Task to complete: Where the listing below has a line with "position:relative; width:2118px; height:1067px;", write out exactly that line and every line after it, stopping after the line with "width:19px; height:19px; translate:-50%".

Source material:
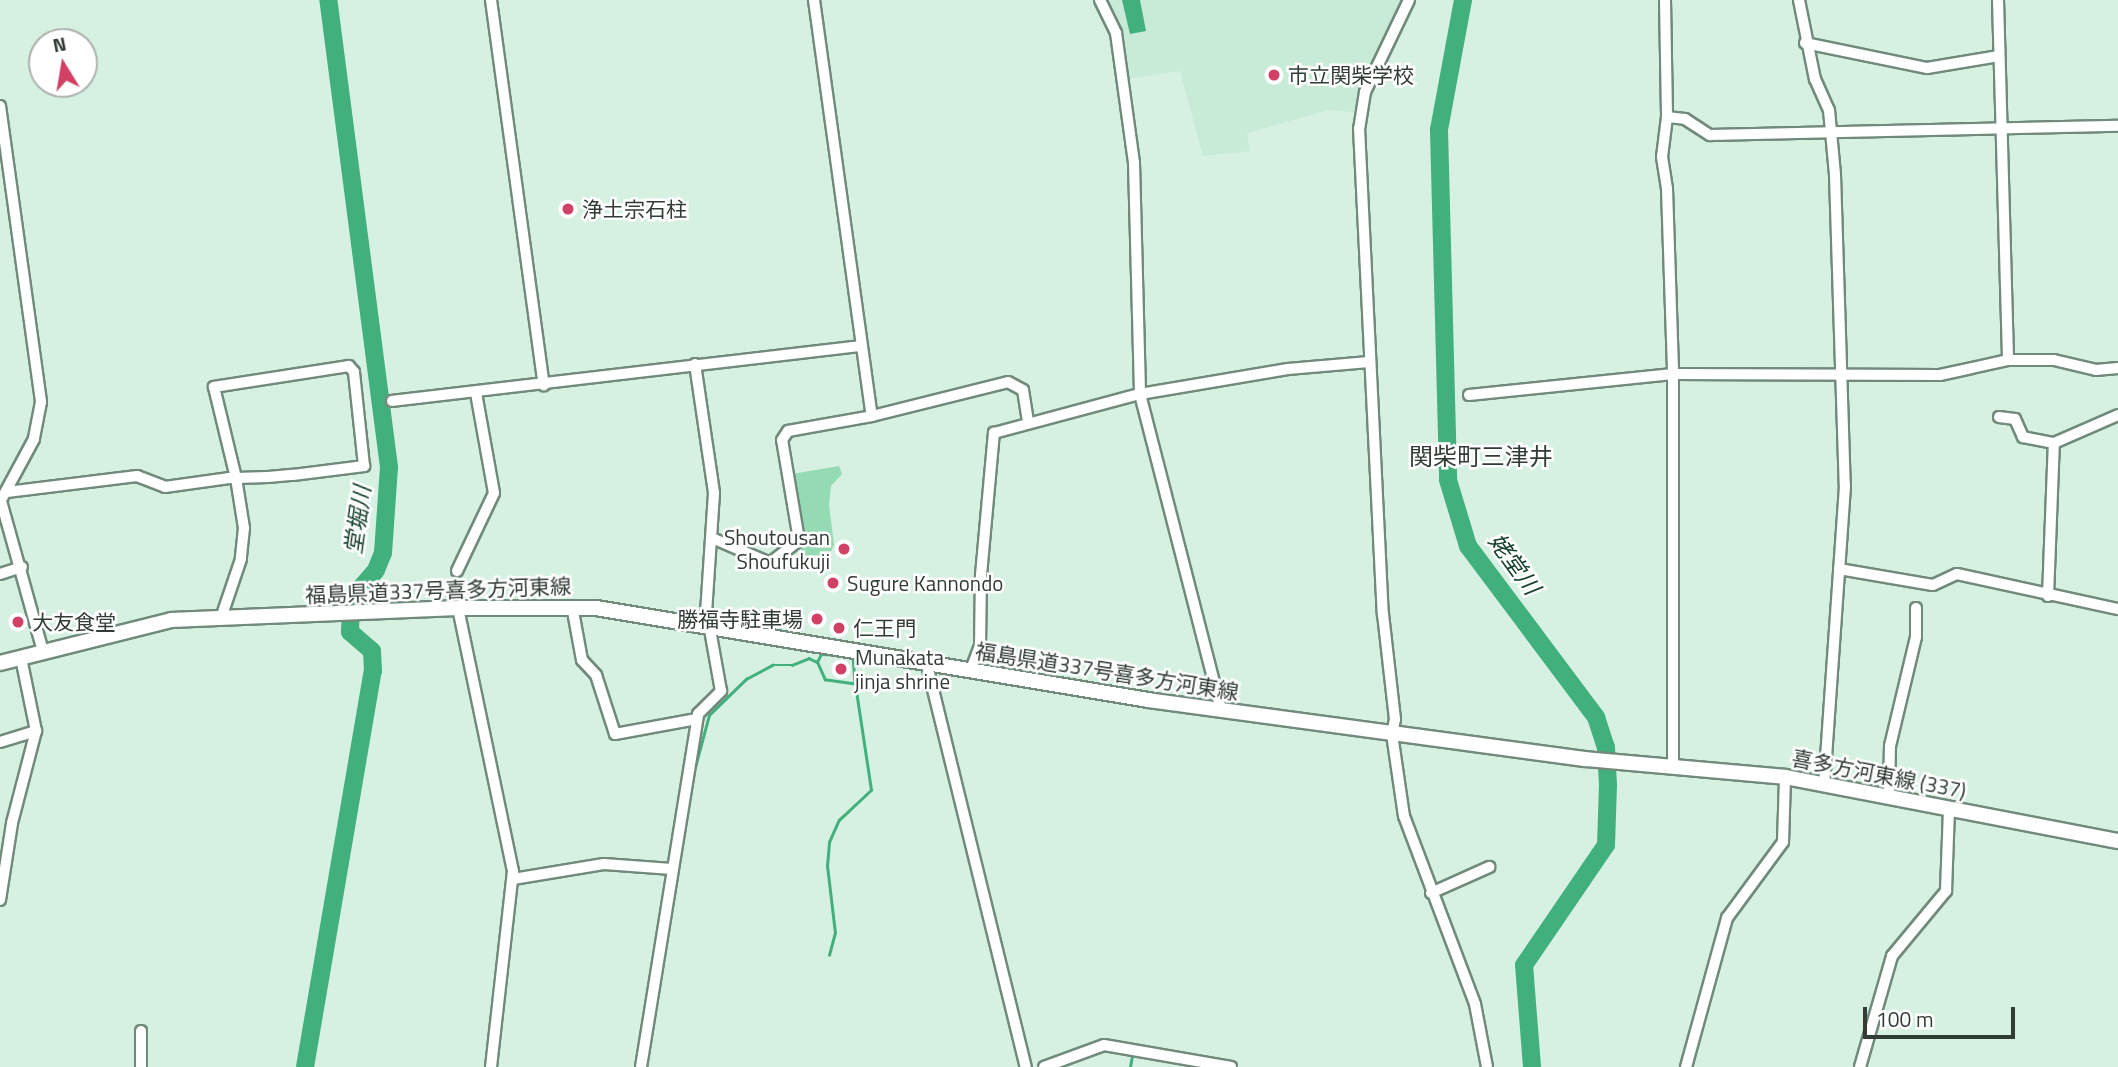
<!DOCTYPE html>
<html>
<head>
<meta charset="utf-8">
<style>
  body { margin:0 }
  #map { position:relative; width:2118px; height:1067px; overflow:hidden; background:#d6f1e1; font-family:"Titillium Web","Noto Sans JP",sans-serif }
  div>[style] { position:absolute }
  .built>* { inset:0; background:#c7ebd6 }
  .green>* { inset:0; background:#94dbb4 }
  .water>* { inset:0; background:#41b07c }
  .stream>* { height:2.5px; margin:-1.25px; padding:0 1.25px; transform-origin:1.25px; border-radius:1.25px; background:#41b07c }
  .river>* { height:18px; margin:-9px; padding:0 9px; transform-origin:9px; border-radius:9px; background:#41b07c }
  .roads { filter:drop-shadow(2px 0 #718a7c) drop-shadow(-2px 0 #718a7c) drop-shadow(0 2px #718a7c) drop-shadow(0 -2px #718a7c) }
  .minor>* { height:10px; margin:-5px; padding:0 5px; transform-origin:5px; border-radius:5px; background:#fff }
  .major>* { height:14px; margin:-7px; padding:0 7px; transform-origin:7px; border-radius:7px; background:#fff }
  .dots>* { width:19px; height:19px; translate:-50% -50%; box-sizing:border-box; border:4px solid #fff; border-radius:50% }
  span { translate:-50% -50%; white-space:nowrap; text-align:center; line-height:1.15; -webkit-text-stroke:5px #fff; paint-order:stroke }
  .poi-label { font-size:21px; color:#313c35 }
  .left { translate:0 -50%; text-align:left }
  .right { translate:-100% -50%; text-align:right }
  .street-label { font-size:21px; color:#313c35 }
  .water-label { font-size:23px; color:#15422d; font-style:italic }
  .quarter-label { font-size:24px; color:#313c35 }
  .north { position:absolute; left:28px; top:28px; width:70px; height:70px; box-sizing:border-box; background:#fff; border:2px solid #adb1ae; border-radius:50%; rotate:349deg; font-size:19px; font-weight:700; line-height:28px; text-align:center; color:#313c35 }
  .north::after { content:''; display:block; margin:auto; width:24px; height:32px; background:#d14165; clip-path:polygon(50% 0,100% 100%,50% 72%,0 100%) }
  .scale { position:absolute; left:1863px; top:1007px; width:152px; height:32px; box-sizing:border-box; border:4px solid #313c35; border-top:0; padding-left:9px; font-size:21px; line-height:24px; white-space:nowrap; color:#313c35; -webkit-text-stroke:5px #fff; paint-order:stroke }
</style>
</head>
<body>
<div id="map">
  <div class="built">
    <i style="clip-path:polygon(1104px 0,1401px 0,1353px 112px,1328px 110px,1247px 133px,1250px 151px,1203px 156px,1180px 71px,1126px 79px)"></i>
  </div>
  <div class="green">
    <i style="clip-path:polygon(839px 466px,842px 474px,831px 486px,829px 505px,834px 545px,824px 566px,812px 569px,802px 559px,792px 474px)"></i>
  </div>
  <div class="water">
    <i style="clip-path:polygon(1122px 0,1140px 0,1146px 31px,1130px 34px)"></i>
  </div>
  <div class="stream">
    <i style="left:821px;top:654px;width:32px;rotate:2deg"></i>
    <i style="left:853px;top:655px;width:29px;rotate:86deg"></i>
    <i style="left:855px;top:684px;width:30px;rotate:-172deg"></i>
    <i style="left:825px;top:680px;width:20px;rotate:-114deg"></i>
    <i style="left:817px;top:662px;width:9px;rotate:-63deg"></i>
    <i style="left:695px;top:767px;width:54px;rotate:-74.9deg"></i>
    <i style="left:709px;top:715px;width:52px;rotate:-44.2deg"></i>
    <i style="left:746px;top:679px;width:30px;rotate:-28deg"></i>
    <i style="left:772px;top:665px;width:20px"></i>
    <i style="left:792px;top:665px;width:18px;rotate:-22deg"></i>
    <i style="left:809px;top:658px;width:9px;rotate:27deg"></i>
    <i style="left:829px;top:955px;width:23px;rotate:-75deg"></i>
    <i style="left:835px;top:933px;width:67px;rotate:-96.8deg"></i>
    <i style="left:827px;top:866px;width:24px;rotate:-85deg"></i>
    <i style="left:829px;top:842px;width:24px;rotate:-66deg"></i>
    <i style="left:839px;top:820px;width:44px;rotate:-43.2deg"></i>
    <i style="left:871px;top:790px;width:107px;rotate:-98.6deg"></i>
    <i style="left:1130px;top:1067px;width:11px;rotate:-80deg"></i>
  </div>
  <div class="river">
    <i style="left:1463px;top:0;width:132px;rotate:100.5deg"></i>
    <i style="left:1439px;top:130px;width:350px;rotate:88.5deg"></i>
    <i style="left:1448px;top:480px;width:69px;rotate:73.1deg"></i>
    <i style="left:1468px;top:546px;width:214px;rotate:53.2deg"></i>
    <i style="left:1596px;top:717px;width:32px;rotate:72deg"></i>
    <i style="left:1606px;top:747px;width:38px;rotate:87deg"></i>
    <i style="left:1608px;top:785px;width:60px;rotate:91.9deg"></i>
    <i style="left:1606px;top:845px;width:145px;rotate:124.3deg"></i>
    <i style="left:1524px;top:965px;width:102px;rotate:85.5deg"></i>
    <i style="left:305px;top:1067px;width:402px;rotate:-80.3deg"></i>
    <i style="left:373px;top:671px;width:20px;rotate:-93deg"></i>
    <i style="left:372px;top:651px;width:29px;rotate:-139deg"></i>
    <i style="left:350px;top:632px;width:33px;rotate:-88deg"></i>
    <i style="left:351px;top:599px;width:38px;rotate:-49deg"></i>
    <i style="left:376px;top:570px;width:18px;rotate:-68deg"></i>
    <i style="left:383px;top:553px;width:86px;rotate:-86deg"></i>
    <i style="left:389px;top:467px;width:471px;rotate:-97.4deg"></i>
  </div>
  <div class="roads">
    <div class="minor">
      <i style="left:491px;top:0;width:389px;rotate:82.2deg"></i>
      <i style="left:814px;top:0;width:420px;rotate:82.1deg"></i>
      <i style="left:1100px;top:0;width:37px;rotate:64deg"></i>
      <i style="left:1116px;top:33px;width:131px;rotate:82.1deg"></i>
      <i style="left:1134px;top:163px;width:231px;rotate:88.5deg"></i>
      <i style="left:1140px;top:394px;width:326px;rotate:75.6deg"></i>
      <i style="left:1409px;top:0;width:102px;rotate:115.6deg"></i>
      <i style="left:1365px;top:92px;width:36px;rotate:99deg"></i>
      <i style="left:1359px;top:128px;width:487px;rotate:87.2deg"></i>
      <i style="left:1383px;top:614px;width:106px;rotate:83.5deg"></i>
      <i style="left:1395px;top:719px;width:15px;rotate:101deg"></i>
      <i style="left:1392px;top:734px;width:83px;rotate:81.7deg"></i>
      <i style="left:1404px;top:816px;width:201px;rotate:69.3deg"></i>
      <i style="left:1475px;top:1004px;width:64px;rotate:79.2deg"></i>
      <i style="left:1665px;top:0;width:117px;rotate:89deg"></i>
      <i style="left:1667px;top:117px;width:40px;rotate:97.1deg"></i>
      <i style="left:1662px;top:157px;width:32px;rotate:81deg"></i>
      <i style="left:1667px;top:189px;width:185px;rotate:88.1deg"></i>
      <i style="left:1673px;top:374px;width:393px;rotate:90deg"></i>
      <i style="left:1799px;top:0;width:81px;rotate:78.6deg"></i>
      <i style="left:1815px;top:79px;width:34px;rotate:66deg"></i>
      <i style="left:1829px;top:110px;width:65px;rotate:84.7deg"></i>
      <i style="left:1835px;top:175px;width:311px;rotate:88.2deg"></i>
      <i style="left:1845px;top:486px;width:299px;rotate:94deg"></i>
      <i style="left:1998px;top:0;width:360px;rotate:88.4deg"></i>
      <i style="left:1805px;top:43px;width:125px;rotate:11.6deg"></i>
      <i style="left:1927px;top:68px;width:73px;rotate:-9.5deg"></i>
      <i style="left:0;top:106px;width:299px;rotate:82.1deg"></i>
      <i style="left:41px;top:402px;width:38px;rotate:101deg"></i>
      <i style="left:34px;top:439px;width:72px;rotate:118.4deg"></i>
      <i style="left:1667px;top:117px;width:18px;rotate:6deg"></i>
      <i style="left:1685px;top:119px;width:30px;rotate:33deg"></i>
      <i style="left:1710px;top:135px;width:408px;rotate:-1.3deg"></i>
      <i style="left:695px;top:364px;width:130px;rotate:81.6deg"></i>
      <i style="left:714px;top:493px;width:135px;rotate:93.8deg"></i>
      <i style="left:1469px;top:395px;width:205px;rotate:-5.9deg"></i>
      <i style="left:1673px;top:374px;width:267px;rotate:0.2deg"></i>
      <i style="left:1940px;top:375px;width:70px;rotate:-12.4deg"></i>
      <i style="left:2008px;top:360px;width:46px"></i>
      <i style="left:2054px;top:360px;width:43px;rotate:13.4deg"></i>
      <i style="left:2096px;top:370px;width:22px;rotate:-5deg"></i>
      <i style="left:392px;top:401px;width:472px;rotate:-6.7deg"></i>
      <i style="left:1999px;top:417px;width:16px;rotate:7deg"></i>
      <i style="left:2015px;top:419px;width:20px;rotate:66deg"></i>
      <i style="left:2023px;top:437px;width:32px;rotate:11deg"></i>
      <i style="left:7px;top:492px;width:131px;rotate:-7deg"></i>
      <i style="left:137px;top:476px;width:30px;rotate:21deg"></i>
      <i style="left:165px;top:487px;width:65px;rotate:-8deg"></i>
      <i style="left:229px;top:478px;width:7px"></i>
      <i style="left:236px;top:478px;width:32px;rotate:-2deg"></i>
      <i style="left:268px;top:477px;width:25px;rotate:-5deg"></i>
      <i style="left:293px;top:475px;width:72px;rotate:-7.2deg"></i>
      <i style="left:364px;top:466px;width:95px;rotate:-96.1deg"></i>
      <i style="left:354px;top:372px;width:8px;rotate:-130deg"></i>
      <i style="left:349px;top:366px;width:137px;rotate:171.2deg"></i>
      <i style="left:214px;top:387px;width:94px;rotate:76.4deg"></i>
      <i style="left:236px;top:478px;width:51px;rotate:80.9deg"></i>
      <i style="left:244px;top:528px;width:31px;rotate:96deg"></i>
      <i style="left:241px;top:559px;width:62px;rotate:108.7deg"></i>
      <i style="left:1px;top:501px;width:156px;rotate:74.4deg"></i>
      <i style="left:712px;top:538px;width:63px;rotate:23.3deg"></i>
      <i style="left:770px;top:563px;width:37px;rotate:-38deg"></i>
      <i style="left:799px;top:540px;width:101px;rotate:-99.6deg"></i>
      <i style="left:782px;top:440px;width:11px;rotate:-56deg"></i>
      <i style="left:788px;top:431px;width:85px;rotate:-10.1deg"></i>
      <i style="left:872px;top:416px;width:140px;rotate:-14deg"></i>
      <i style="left:1008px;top:382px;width:17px;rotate:28deg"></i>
      <i style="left:1023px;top:390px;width:32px;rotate:81deg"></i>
      <i style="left:1839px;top:569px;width:95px;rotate:9.7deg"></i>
      <i style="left:1933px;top:585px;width:26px;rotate:-25deg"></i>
      <i style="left:1957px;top:574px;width:165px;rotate:12.3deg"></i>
      <i style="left:457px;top:571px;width:86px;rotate:-64.6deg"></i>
      <i style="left:494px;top:493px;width:102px;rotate:-100.2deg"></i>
      <i style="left:0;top:574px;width:23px;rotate:-18deg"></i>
      <i style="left:2048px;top:596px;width:153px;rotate:-87.8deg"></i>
      <i style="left:2054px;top:443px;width:70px;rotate:-23.6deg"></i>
      <i style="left:572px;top:606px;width:55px;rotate:79.5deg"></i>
      <i style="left:582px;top:660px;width:21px;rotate:47deg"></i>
      <i style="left:596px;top:675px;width:62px;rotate:72.1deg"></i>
      <i style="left:615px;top:734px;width:83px;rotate:-10.4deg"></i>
      <i style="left:458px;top:608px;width:269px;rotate:78.2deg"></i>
      <i style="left:513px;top:871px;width:197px;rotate:96.4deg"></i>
      <i style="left:927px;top:665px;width:414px;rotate:76.2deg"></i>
      <i style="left:970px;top:672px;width:28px;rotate:-69deg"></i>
      <i style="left:980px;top:646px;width:71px;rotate:-89.2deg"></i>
      <i style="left:981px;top:575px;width:143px;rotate:-84.8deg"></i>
      <i style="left:994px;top:433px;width:151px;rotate:-15deg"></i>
      <i style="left:1140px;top:394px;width:150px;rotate:-9.6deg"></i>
      <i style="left:1288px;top:369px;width:81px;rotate:-4.9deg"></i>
      <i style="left:0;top:742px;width:38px;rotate:-17deg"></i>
      <i style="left:1889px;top:797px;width:51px;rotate:-88.9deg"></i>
      <i style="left:1890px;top:746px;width:112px;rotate:-76.6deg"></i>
      <i style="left:1916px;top:637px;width:29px;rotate:-90deg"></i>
      <i style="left:513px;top:879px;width:92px;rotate:-9.4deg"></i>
      <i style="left:604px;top:864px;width:68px;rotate:4.2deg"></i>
      <i style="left:1431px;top:893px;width:64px;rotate:-24.1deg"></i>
      <i style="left:0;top:900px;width:78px;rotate:-81.1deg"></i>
      <i style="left:12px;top:823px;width:95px;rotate:-75.4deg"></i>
      <i style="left:36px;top:731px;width:75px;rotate:-101.6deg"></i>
      <i style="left:141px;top:1031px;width:36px;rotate:90deg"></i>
      <i style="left:641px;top:1067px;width:358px;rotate:-80.8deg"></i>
      <i style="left:698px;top:714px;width:33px;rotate:-45deg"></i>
      <i style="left:721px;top:691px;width:62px;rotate:-100.2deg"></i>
      <i style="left:1044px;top:1067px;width:64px;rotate:-20.1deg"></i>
      <i style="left:1104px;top:1045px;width:129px;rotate:9.8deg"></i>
      <i style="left:1686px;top:1067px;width:155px;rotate:-74.6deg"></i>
      <i style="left:1727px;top:918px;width:94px;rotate:-53.6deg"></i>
      <i style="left:1783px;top:842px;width:65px;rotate:-88.2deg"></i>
      <i style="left:1860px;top:1067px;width:116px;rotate:-73.9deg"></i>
      <i style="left:1892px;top:956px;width:85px;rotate:-50.3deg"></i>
      <i style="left:1946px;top:891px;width:82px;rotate:-87.9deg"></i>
    </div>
    <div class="major">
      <i style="left:0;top:663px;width:176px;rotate:-14.1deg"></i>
      <i style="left:171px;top:620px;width:287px;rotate:-2.4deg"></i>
      <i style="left:458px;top:608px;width:138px"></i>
      <i style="left:596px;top:608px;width:560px;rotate:9.46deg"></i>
      <i style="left:1148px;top:700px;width:441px;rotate:7.7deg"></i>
      <i style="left:1585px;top:759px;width:201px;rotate:5.1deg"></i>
      <i style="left:1785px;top:777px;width:339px;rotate:10.9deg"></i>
    </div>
  </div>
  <div class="dots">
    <i style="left:1274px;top:75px;background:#d14165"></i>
    <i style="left:568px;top:209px;background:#d14165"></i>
    <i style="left:844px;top:549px;background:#d14165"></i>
    <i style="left:833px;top:583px;background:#d14165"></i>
    <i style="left:817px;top:619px;background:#d14165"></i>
    <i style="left:18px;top:622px;background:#d14165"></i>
    <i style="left:839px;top:628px;background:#d14165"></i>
    <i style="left:841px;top:669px;background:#d14165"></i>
  </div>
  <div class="poi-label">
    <span class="left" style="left:1288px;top:75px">市立関柴学校</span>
    <span class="left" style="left:582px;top:209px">浄土宗石柱</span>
    <span class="right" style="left:830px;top:549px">Shoutousan<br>Shoufukuji</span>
    <span class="left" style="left:847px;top:583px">Sugure Kannondo</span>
    <span class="right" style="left:803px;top:619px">勝福寺駐車場</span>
    <span class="left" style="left:32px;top:622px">大友食堂</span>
    <span class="left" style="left:853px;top:628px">仁王門</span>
    <span class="left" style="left:855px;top:669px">Munakata<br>jinja shrine</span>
  </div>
  <div class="street-label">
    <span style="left:438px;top:590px;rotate:-2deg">福島県道337号喜多方河東線</span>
    <span style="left:1107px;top:671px;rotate:9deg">福島県道337号喜多方河東線</span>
    <span style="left:1879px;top:774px;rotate:11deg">喜多方河東線 (337)</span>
  </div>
  <div class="water-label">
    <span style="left:358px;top:520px;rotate:-82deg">堂堀川</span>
    <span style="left:1514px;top:564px;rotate:54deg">姥堂川</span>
  </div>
  <div class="quarter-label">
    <span style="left:1481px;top:457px">関柴町三津井</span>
  </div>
  <div class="north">N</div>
  <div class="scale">100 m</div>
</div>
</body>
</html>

Answer:
  #map { position:relative; width:2118px; height:1067px; overflow:hidden; background:#d6f1e1; font-family:"Titillium Web","Noto Sans JP",sans-serif }
  div>[style] { position:absolute }
  .built>* { inset:0; background:#c7ebd6 }
  .green>* { inset:0; background:#94dbb4 }
  .water>* { inset:0; background:#41b07c }
  .stream>* { height:2.5px; margin:-1.25px; padding:0 1.25px; transform-origin:1.25px; border-radius:1.25px; background:#41b07c }
  .river>* { height:18px; margin:-9px; padding:0 9px; transform-origin:9px; border-radius:9px; background:#41b07c }
  .roads { filter:drop-shadow(2px 0 #718a7c) drop-shadow(-2px 0 #718a7c) drop-shadow(0 2px #718a7c) drop-shadow(0 -2px #718a7c) }
  .minor>* { height:10px; margin:-5px; padding:0 5px; transform-origin:5px; border-radius:5px; background:#fff }
  .major>* { height:14px; margin:-7px; padding:0 7px; transform-origin:7px; border-radius:7px; background:#fff }
  .dots>* { width:19px; height:19px; translate:-50% -50%; box-sizing:border-box; border:4px solid #fff; border-radius:50% }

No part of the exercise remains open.